Updated: May 19, 2018
Children of today are the creators and shapers of a Nation’s tomorrow. It’s therefore, the responsibility of every society and every nation to nurture a strong, healthy and intellectual youth. It is the duty of the government to take strict actions to ensure the children’s development in the best possible manner.
In the year 1986 Juvenile Justice Act, was enacted by our parliament to provide delinquent or neglected juveniles protection, development, and rehabilitation. Section 2(a) of the JJ Act 1986 defines the juvenile as a "boy who has not attained the age of 16 years and a girl who has not attained the age of 18 years" later on the parliament amended the Juvenile Justice Act in 2000 and has raised the age bar to 18 years for both girls and boys. In 2015 after Nirbhaya’s case (in 2012) the amendment took place again which reduced the age of juvenile from 18 to 16 years and permits the execution of juvenile of 16 years for heinous crimes, as an adult and could be tried by criminal courts for prosecuting and punishing as adults as per the gravity of the alleged offence.

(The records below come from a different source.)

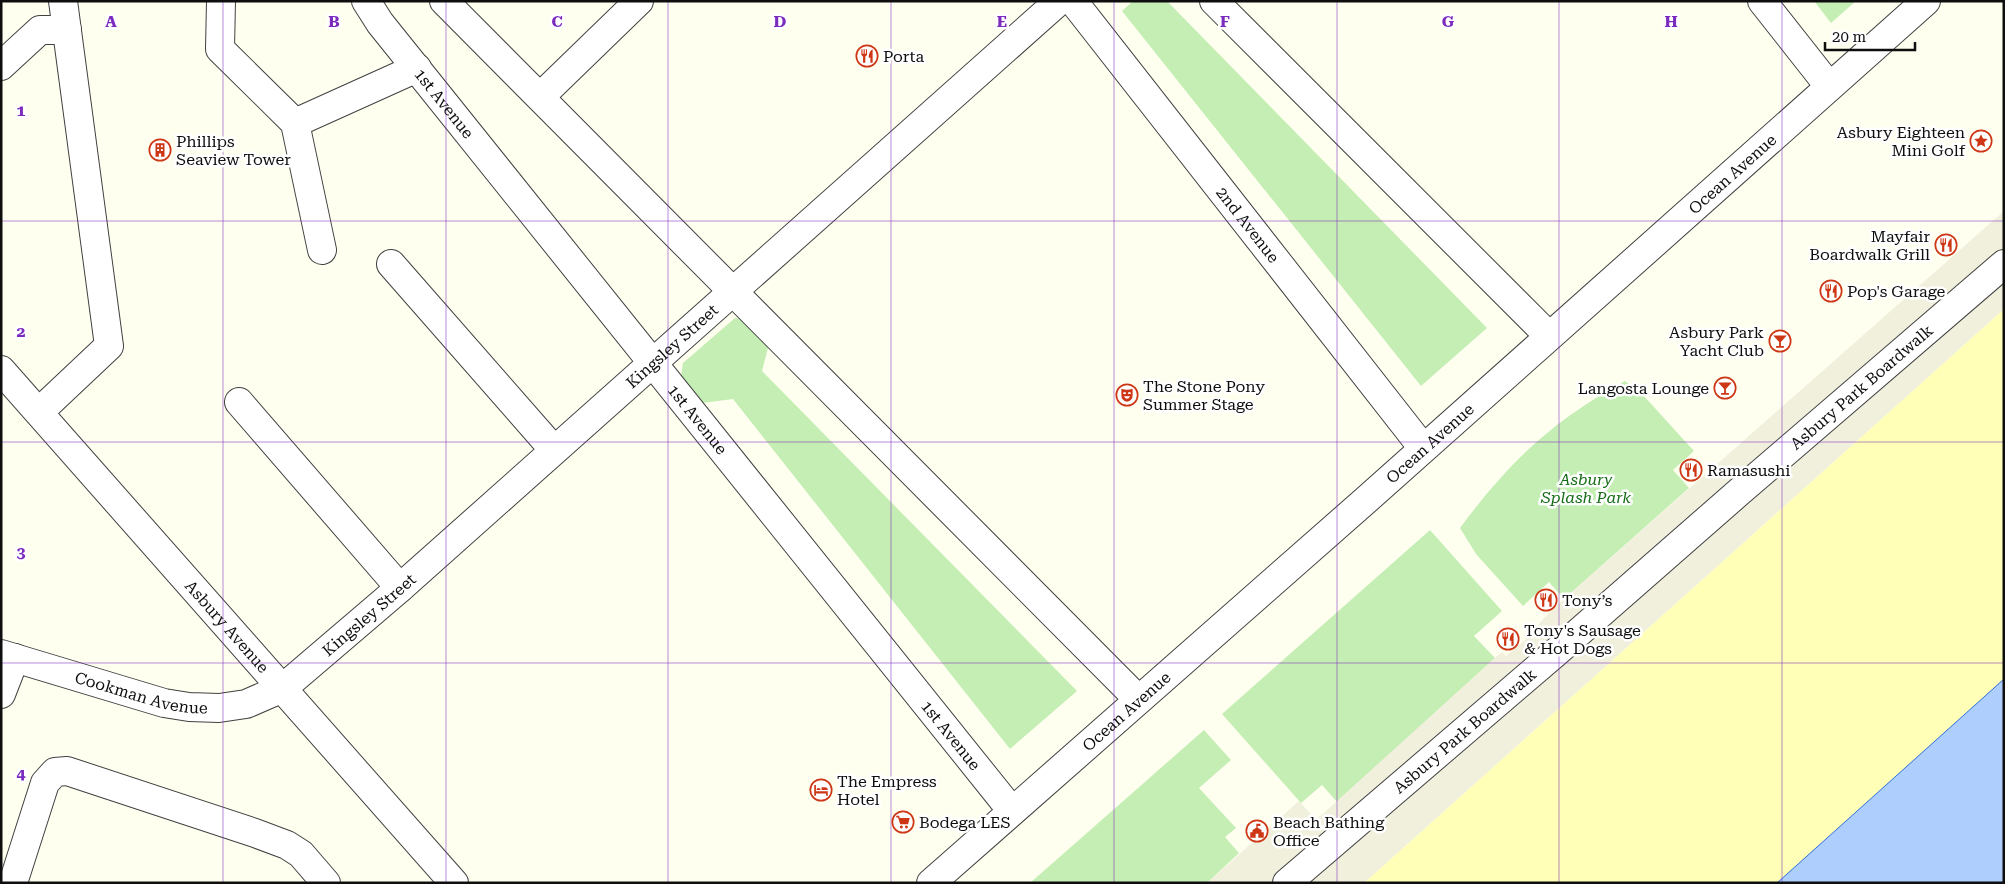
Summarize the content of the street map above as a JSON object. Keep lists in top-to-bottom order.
{
  "streets": {
    "street": [
      "1st Avenue",
      "Ocean Avenue",
      "2nd Avenue",
      "Kingsley Street",
      "Asbury Park Boardwalk",
      "Asbury Avenue",
      "Cookman Avenue"
    ]
  },
  "crossings": [
    ["1st Avenue", "Ocean Avenue"],
    ["1st Avenue", "Kingsley Street"],
    ["Ocean Avenue", "2nd Avenue"],
    ["Kingsley Street", "Asbury Avenue"],
    ["Kingsley Street", "Cookman Avenue"],
    ["Asbury Avenue", "Cookman Avenue"]
  ],
  "parks": ["Asbury Splash Park"],
  "places": {
    "restaurant": [
      "Porta",
      "Mayfair Boardwalk Grill",
      "Pop's Garage",
      "Ramasushi",
      "Tony’s",
      "Tony's Sausage & Hot Dogs"
    ],
    "place": ["Asbury Eighteen Mini Golf"],
    "building": ["Phillips Seaview Tower"],
    "bar": ["Asbury Park Yacht Club", "Langosta Lounge"],
    "theatre": ["The Stone Pony Summer Stage"],
    "hotel": ["The Empress Hotel"],
    "supermarket": ["Bodega LES"],
    "public building": ["Beach Bathing Office"]
  },
  "scale_bar": "20 m",
  "grid": {
    "columns": [
      "A",
      "B",
      "C",
      "D",
      "E",
      "F",
      "G",
      "H"
    ],
    "rows": [
      "1",
      "2",
      "3",
      "4"
    ]
  }
}
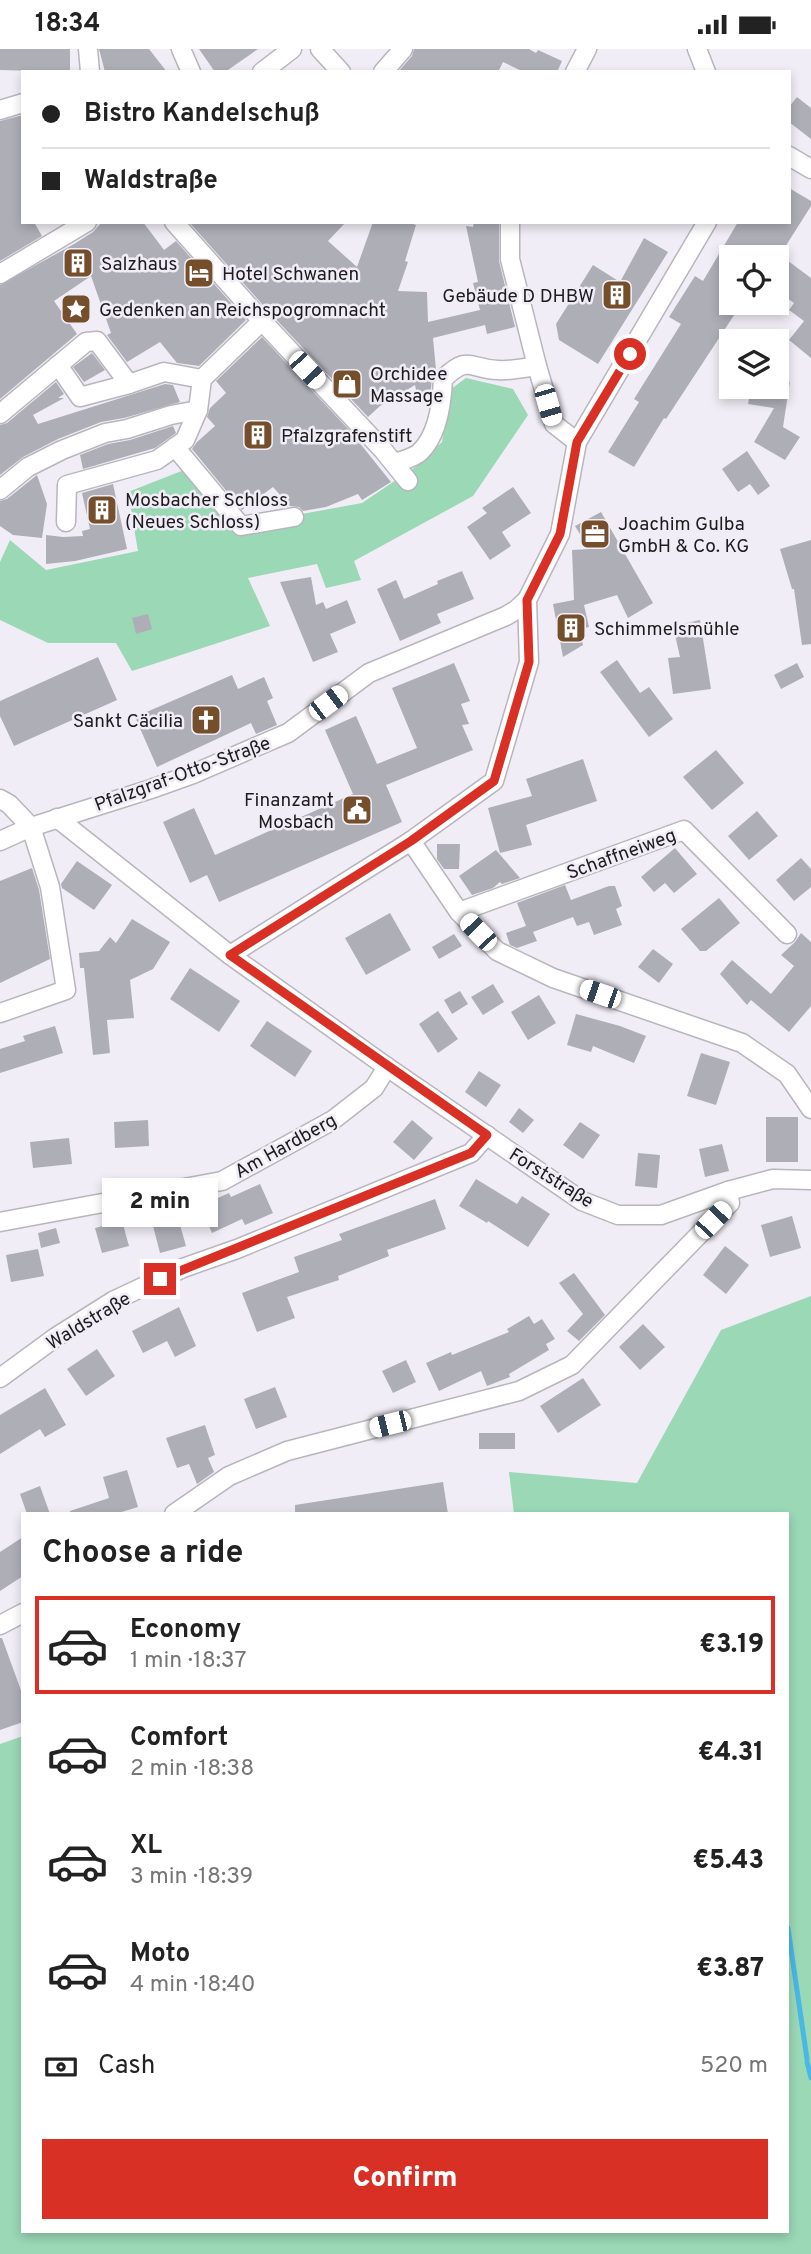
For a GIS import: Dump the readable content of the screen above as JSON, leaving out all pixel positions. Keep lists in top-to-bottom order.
{
  "streets": {
    "street": [
      "Pfalzgraf-Otto-Straße",
      "Schaffneiweg",
      "Am Hardberg",
      "Forststraße",
      "Waldstraße"
    ]
  },
  "crossings": [
    ["Pfalzgraf-Otto-Straße", "Forststraße"],
    ["Am Hardberg", "Forststraße"],
    ["Forststraße", "Waldstraße"]
  ],
  "places": {
    "building": [
      "Salzhaus",
      "Gebäude D DHBW",
      "Pfalzgrafenstift",
      "Mosbacher Schloss (Neues Schloss)",
      "Schimmelsmühle"
    ],
    "hotel": ["Hotel Schwanen"],
    "place": ["Gedenken an Reichspogromnacht"],
    "shop": ["Orchidee Massage"],
    "office": ["Joachim Gulba GmbH & Co. KG"],
    "church": ["Sankt Cäcilia"],
    "public building": ["Finanzamt Mosbach"]
  },
  "page": {
    "status": "18:34",
    "banner": ["Bistro Kandelschuß", "Waldstraße"],
    "bubble": "2 min",
    "heading": "Choose a ride",
    "list": [
      {
        "name": "Economy",
        "note": "1 min · 18:37",
        "value": "€3.19"
      },
      {
        "name": "Comfort",
        "note": "2 min · 18:38",
        "value": "€4.31"
      },
      {
        "name": "XL",
        "note": "3 min · 18:39",
        "value": "€5.43"
      },
      {
        "name": "Moto",
        "note": "4 min · 18:40",
        "value": "€3.87"
      }
    ],
    "pay": ["Cash", "520 m"],
    "buttons": "Confirm"
  }
}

But we should not forget the purpose behind the enactment of the Juvenile Justice Act. Its main idea is restorative and not retributive in nature, providing for rehabilitation and restoration of children who are in conflict with the law. Reducing the age to 16 is not a solution to the problem which the society is facing today but it will leave many categories of juveniles in danger who are really and genuinely in need of the protection of Juvenile Justice Law. The basic rule which should be followed and taken into consideration is that the plea of juvenility would be set aside and the juvenile will be tried in a criminal court if the crime committed by a minor is a heinous one. It should not be the age which is to be taken into consideration at the time of punishing the offender but the culpable mind which he possesses.
As per Law definition of a child, India doesn't have uniformity in various Acts’. In Indian Law, several Acts considers that a person above the age of 18 is an adult. But on the other hand some law says that a person below the age of 18 cannot enter into a business contract, a person can have consensual sex at 16 but cannot marry below the age of 18/21 and he can consume alcohol only at the age of 25. JJ Act 2015 defines an adult who has completed the age of 16. But what happens when a child of 10 years commits the same crime. Is he an adult or a child? Which court is having the jurisdiction to try such criminal? When can a person be considered as an adult in the true sense? It seems that for the commission of crime we have a different age limit and for other obligations, the age is different which makes the person guilty. So Am I Guilty?
As it is rightly said,
"There can be no keener revelation of a society's soul than the way in which it treats its children."